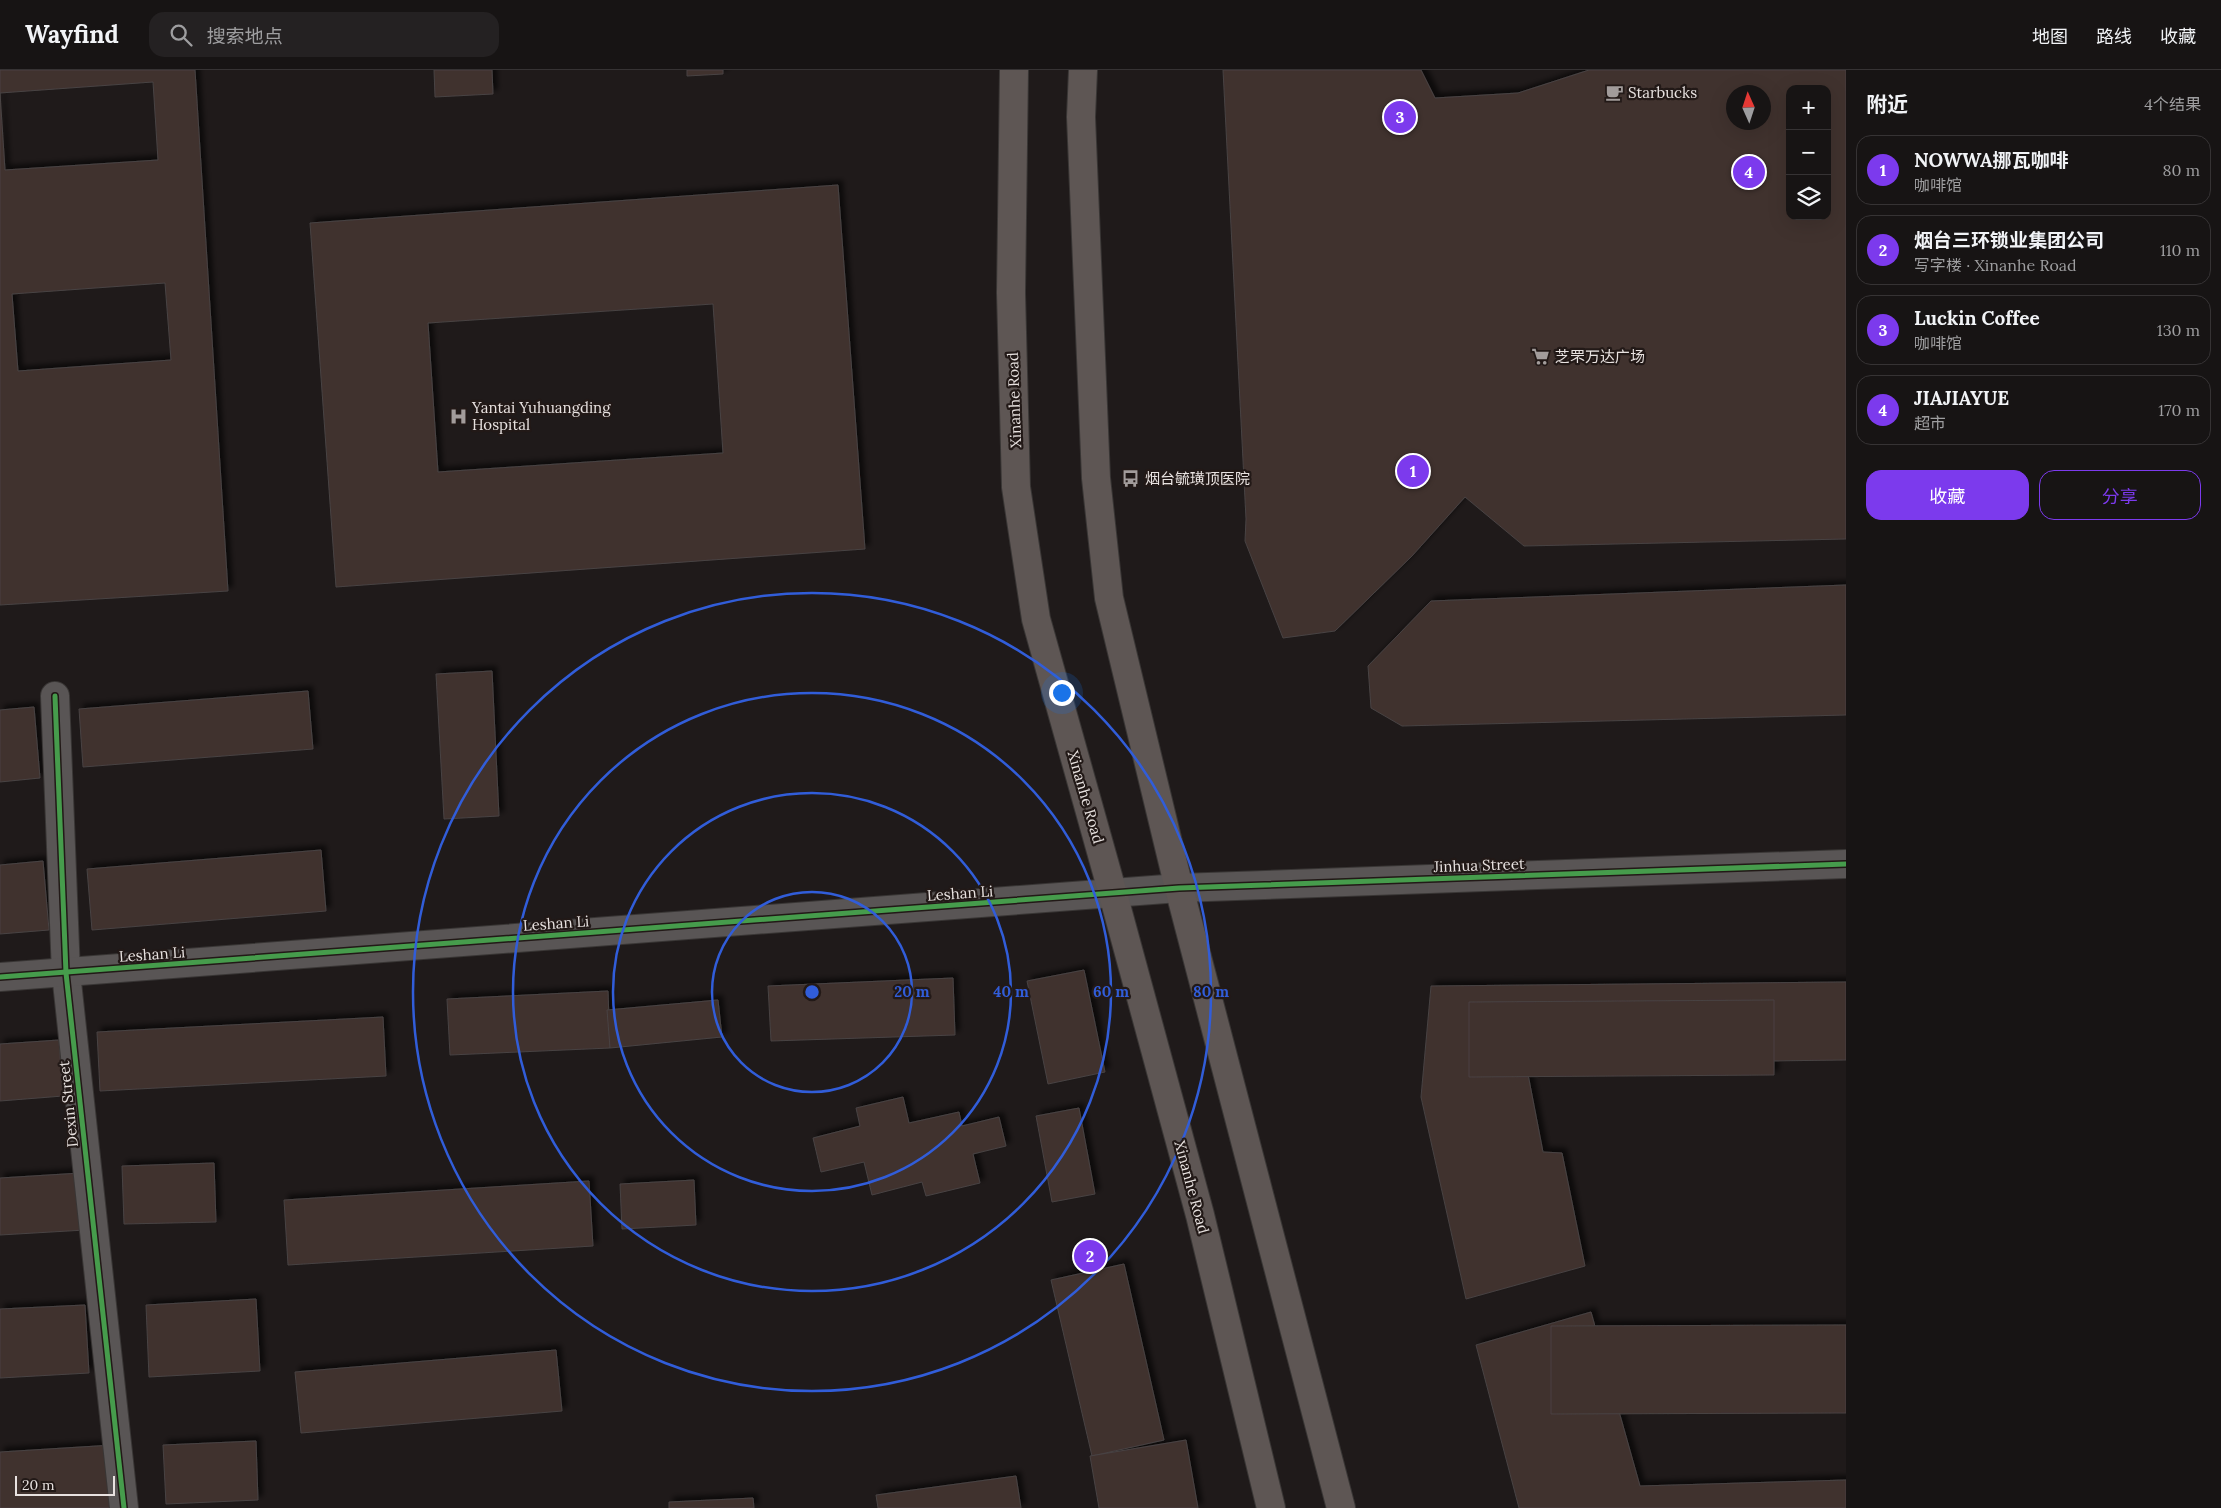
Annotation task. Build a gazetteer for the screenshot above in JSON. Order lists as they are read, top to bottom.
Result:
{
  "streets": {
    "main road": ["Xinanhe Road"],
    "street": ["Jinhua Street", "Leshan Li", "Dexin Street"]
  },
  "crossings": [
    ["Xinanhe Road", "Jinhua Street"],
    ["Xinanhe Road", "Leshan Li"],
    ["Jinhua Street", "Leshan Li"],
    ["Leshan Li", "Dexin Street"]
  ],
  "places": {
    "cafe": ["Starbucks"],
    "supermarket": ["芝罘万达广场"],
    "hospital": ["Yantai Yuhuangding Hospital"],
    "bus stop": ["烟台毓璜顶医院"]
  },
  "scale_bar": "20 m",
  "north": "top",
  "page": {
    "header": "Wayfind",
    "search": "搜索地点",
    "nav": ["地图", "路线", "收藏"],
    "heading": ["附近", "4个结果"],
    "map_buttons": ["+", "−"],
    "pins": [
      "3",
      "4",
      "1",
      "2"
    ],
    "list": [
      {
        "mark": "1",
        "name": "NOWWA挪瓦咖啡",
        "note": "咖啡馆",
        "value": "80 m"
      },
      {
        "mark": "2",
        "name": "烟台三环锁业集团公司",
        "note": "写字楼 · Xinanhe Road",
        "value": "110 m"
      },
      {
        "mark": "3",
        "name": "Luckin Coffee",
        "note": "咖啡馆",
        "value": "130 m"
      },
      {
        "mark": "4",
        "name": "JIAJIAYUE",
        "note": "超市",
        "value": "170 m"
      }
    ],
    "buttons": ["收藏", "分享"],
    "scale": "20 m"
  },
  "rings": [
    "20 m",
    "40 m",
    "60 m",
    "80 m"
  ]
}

EXERCISE: Pull out each line of the listing that holds the string "value".

TASK ANSWER:
        "value": "80 m"
        "value": "110 m"
        "value": "130 m"
        "value": "170 m"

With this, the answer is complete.